Unfortunately, although all of the 2009 "Equality Utah" initiatives were defeated, they have vowed to return to the legislature next year and every year thereafter until they get what they want. In response to this challenge, The Sutherland Institute is initiating a Neighbor-to-Neighbor effort to educate Utahans regarding the homosexual agenda and ways we, as citizens, can become involved.

(My wife and I) are planning to hold a meeting here in our home with personnel from The Sutherland Institute and any of you who would like to attend. We don't know when this meeting will take place but would like to find out who is interested and then coordinate with Sutherland. Would you please reply to this e-mail if you are interested? We are looking forward to an exciting meeting with you and Sutherland.

Regards,(Neighbor)

* I have placed the name of this group in quotation marks because their objectives are aimed at achieving special treatment for homosexuals instead of equality.


He is a fellow high priest, and as such, I am his priesthood leader. He is the one who has always made strong and hurtful statements in quorum discussions (regarding gays and marriage) that I have alluded to in the past, and where I end up hanging and shaking my head in disgust, but remain silent... and then proceed to get upset at myself for biting my tongue instead of speaking out for fear of exposure.


Now it has become personal. He is rallying the "troops" of the neighborhood (obviously fellow quorum and ward members) to his house. I know I will be confronted with this personally. He will ask me personally, I am sure.

So, before he does, how shall I handle this?

1. Should I ignore the email and hope it just goes away?
2. Should I acknowledge the email, but decline to participate due to lack of interest?
3. Should I acknowledge the email, and spell out my reasons for not wanting to participate?
4. Should I face him personally and tell him thanks for his offer, but "no thanks"?
5. Should I offer him any explanation?

I fear, knowing how vocal and outspoken he is on this issue, that he will make reference to his "meeting" and invite all in the quorum to come and become "educated". If he brings it into the church meetings, I will have to speak up and shut him down.

So, how shall I handle this situation?

1. Should I let him have his say and let it go, not adding any undo attention to it?
2. Should I politely tell him that political announcements are not part of the quorum meeting and to take his rhetoric outside?
3. Should I have a pre-prepared statement reiterating the church's stance (though they don't follow it) on the gay-rights initiatives?
4. Should I taken him on in a debate right then and there?
5. Should I "out" myself in front of the quorum and see their reactions then to one of their leaders being gay, ripping my shirt off and throwing my temple recommend at him?
6. Should I have a "neighbor-to-neighbor" meeting and invite Scott and Sarah to help me "educate" the ward neighbors in a fireside setting, and have Cog and his family there as guest speakers?

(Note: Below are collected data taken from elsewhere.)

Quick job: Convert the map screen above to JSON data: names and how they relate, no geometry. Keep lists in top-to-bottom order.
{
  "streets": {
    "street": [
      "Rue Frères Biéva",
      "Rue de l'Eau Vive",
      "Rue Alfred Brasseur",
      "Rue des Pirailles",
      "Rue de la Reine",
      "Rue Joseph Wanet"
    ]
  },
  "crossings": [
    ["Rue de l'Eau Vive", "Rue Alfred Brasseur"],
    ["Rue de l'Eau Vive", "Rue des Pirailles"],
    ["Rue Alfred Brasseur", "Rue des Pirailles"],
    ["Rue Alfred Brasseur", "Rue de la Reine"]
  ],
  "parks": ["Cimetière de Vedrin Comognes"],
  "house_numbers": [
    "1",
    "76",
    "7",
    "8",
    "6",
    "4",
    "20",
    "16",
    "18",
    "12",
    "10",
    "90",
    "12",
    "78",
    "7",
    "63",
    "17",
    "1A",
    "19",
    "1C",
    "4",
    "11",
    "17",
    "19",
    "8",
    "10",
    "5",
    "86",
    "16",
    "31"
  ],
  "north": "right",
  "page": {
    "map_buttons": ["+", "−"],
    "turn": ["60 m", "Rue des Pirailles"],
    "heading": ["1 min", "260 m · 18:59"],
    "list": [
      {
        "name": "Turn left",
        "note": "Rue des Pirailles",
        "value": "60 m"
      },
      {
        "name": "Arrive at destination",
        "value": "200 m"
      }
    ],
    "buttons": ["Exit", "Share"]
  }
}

I thought this would be going away... It obviously isn't, and more likely sooner than later, I will be forced to stop being a fence-sitter...

Monday, March 23, 2009

You know when...

Comments from my previous post gave me many analogies to think about as I contemplate my progress / or lack thereof, and I want to think about that some more as I come to grips with a perspective of where I am, but…


In the spirit of Jeff Foxworthy’s “You know you’re a redneck when” one-liners…



1. You know you’re a married, fear-laden, closeted gay-celibate when you still keep thinking about the hot landscape guy all weekend… Yeah, my wife hires a sprinkler guy to repair our irrigation system and you meet him in a snowstorm a couple of weeks ago and he’s wearing a coat and hoodie and I think he’s kind of cute but don’t give it a lot more thought, and then Friday he comes with a tight tee-shirt covering a fit and ripped body and a smile and blue eyes to die for and it’s all you can do to stop staring and try to carry on a conversation without becoming weak in the knees. Thank goodness it snowed today and he didn’t show up again, or I’d be getting even less done than I am.



2. You know you’re a married, fear-laden, closeted gay-celibate when you are trying to stay interested in your client’s conversation at a business lunch, but instead you get caught staring at the eye candy at the neighboring booth at a local sports bar… Yeah, I had a client take me to lunch and offer me a couple of great leads for future projects, and he catches me staring at the 20-something eye candy guys who seemed pretty open and friendly and touchy-feely with each other who were sitting behind his back. Fortunately, there were plenty of flat screens with the NCAA tournament on and I just changed his noticing my stares to the game at hand, acting like I care about basketball, and successfully dodged a gay-bullet.



3. You know you’re a married, fear-laden, closeted gay-celibate when you go to an art exhibit and spend more time spying the artists on display verses their artwork… We were invited on Friday to the Conference Center to see the opening of the new LDS art exhibit and there were some beautiful pieces there (and I don’t mean those made of canvas or clay).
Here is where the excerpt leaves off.